**EXERCISE MATERIALS**
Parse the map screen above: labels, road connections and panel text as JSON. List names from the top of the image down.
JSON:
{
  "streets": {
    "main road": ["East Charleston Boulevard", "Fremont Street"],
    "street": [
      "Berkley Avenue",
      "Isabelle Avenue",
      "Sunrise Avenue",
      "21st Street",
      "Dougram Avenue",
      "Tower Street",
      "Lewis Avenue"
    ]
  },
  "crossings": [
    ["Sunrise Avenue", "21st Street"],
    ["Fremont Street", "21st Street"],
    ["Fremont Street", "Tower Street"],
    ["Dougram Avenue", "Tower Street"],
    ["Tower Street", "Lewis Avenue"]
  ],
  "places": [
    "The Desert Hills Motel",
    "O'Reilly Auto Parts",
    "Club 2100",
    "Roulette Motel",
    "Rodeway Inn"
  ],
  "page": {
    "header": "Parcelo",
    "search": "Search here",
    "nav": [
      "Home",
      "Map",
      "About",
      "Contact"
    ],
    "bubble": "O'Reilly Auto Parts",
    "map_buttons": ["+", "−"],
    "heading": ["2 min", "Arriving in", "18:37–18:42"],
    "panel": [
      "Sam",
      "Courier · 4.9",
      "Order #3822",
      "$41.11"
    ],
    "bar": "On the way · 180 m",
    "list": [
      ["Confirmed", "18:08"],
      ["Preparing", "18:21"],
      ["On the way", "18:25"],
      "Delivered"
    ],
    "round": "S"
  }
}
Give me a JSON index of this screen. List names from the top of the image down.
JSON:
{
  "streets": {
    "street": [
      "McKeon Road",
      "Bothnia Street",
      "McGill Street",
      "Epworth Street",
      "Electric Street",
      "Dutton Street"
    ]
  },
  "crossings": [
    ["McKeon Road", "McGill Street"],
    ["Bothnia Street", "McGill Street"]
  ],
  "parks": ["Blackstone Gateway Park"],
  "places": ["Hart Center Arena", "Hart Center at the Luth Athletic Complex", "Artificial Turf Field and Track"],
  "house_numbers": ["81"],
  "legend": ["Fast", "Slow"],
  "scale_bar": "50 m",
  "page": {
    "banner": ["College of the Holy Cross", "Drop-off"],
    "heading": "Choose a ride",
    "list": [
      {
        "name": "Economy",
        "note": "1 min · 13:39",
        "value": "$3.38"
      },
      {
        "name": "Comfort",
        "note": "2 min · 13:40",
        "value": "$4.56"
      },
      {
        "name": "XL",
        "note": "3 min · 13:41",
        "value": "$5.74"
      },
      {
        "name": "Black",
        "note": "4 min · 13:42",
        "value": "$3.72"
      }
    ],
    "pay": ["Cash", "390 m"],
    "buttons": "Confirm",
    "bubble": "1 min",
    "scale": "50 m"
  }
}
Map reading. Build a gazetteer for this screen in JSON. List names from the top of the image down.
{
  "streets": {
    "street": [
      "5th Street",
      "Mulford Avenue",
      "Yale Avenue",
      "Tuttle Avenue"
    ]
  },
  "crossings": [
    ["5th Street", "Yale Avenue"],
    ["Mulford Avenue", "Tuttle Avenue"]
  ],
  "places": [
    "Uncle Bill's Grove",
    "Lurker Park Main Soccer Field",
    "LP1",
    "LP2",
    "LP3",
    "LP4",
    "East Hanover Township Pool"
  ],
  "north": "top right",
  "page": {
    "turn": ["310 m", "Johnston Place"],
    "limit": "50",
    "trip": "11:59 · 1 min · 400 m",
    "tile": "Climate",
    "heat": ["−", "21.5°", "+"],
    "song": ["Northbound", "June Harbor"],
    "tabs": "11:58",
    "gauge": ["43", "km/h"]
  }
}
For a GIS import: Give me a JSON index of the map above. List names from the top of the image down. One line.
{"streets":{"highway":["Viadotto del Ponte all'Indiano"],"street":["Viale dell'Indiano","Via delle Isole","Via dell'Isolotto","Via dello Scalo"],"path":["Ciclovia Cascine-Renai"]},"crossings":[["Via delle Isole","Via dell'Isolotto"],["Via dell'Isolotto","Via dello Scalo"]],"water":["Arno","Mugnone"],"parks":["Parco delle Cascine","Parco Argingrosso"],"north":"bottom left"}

**TASK TO COMPLETE**
Nothing should appear in the answer except the lines from the one containing "For a GIS import: Give" to the end of the data above, reproduced exactly.

**SOLUTION FOR THIS EXERCISE**
For a GIS import: Give me a JSON index of the map above. List names from the top of the image down. One line.
{"streets":{"highway":["Viadotto del Ponte all'Indiano"],"street":["Viale dell'Indiano","Via delle Isole","Via dell'Isolotto","Via dello Scalo"],"path":["Ciclovia Cascine-Renai"]},"crossings":[["Via delle Isole","Via dell'Isolotto"],["Via dell'Isolotto","Via dello Scalo"]],"water":["Arno","Mugnone"],"parks":["Parco delle Cascine","Parco Argingrosso"],"north":"bottom left"}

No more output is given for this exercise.